Thursday, March 26, 2015

3/27/15 Happy Accidents?

       While in Galveston during Spring Break I found this book, Happy Accidents at Kroger.  I had been telling Chubs about paying attention that sometimes the biggest discoveries in science have been by accident.  This book is about 400 pages long and covers about 200 of these discoveries.  It was very interesting and I am glad to add it to my collection of informative books.  About half of the discoveries are science based, such as the discovery of fission or nylon.  But a lot of them are fun discoveries of stuff we use day to day, such as Levi's or even ice cream cones. 
    Surely, the biggest "accidental" discovery was Columbus looking for a short cut to India for the spice trade and finding a continent Europe was unaware of.  Columbus died thinking he had found the short cut.  Amerigo Vespucci forged ahead and in 1501 landed and named Brazil and the west indies (named by Columbus) were part of a vast new continent between Europe and Asia.

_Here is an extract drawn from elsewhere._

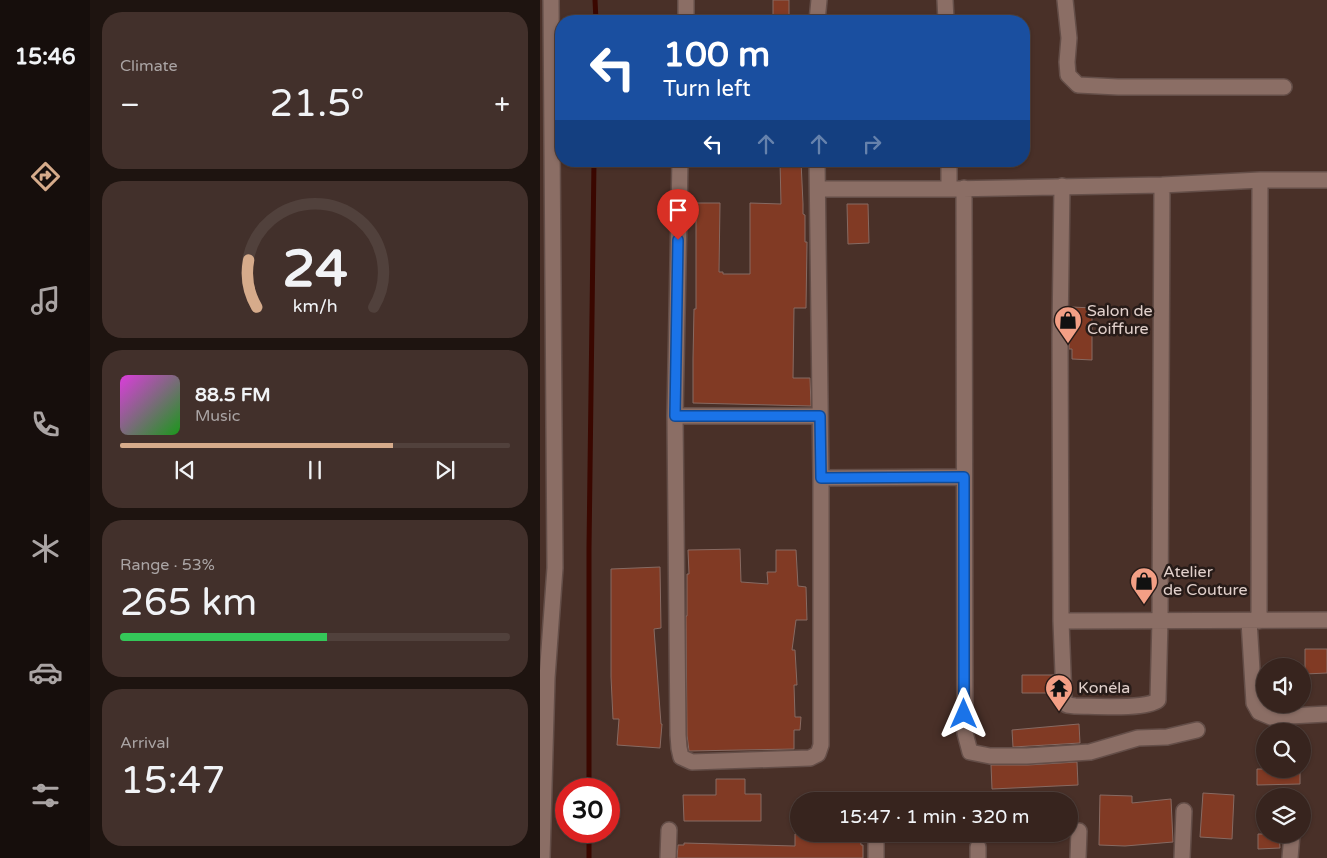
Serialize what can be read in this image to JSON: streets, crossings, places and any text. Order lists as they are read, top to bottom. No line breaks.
{"places":{"shop":["Salon de Coiffure","Atelier de Couture"],"temple":["Konéla"]},"page":{"tabs":"15:46","tile":["Climate",["Range · 53%","265 km"],["Arrival","15:47"]],"turn":["100 m","Turn left"],"heat":["−","21.5°","+"],"song":["88.5 FM","Music"],"limit":"30","trip":"15:47 · 1 min · 320 m","gauge":["24","km/h"]}}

    Brandy was also an accidental discovery.  Turns out, Dutch merchants trying to ship wine from France to the Netherlands decided to lessen the cost of shipping by distilling out the water from the wine,  which upon arrival to the Netherlands, the water could be added back.  After tasting the condensed version, the Dutch decided to market the new product as "brandewign" (burnt wine).  This became Anglicized and eventually became brandy.
    Smallpox vaccination came from a milkmaid telling an apprentice Edward Jenner working under surgeon Daniel Ludlow that she could never get smallpox because she had contracted and survived cowpox, a mild viral infection of cows.  After completing his medical training, he remembered the milkmaids words.  Looking into it further, he noticed milkmaids rarely contracted smallpox even when exposed to people who had it.  He took an infection from a milkmaid, scratched up the 8yr old arm of his gardener's son and rubbed it in.  The boy got the mild cowpox, and got over it within a week.  To test whether the boy was now protected, he inoculated the boy with smallpox and the boy did not develop the disease.  His work helped in eliminating smallpox from the earth.  Although it was a dick move to infect the son of his gardener.
    These are some of the examples of "discoveries" made accidentally which have shaped how and even where we live.  These contributions to society are as great and sometimes greater as the more sophisticated and thought out solutions that come out of think tanks or universities by men and women who spend their whole lives chasing a solution for a problem the rest of society doesn't even realize needs solving.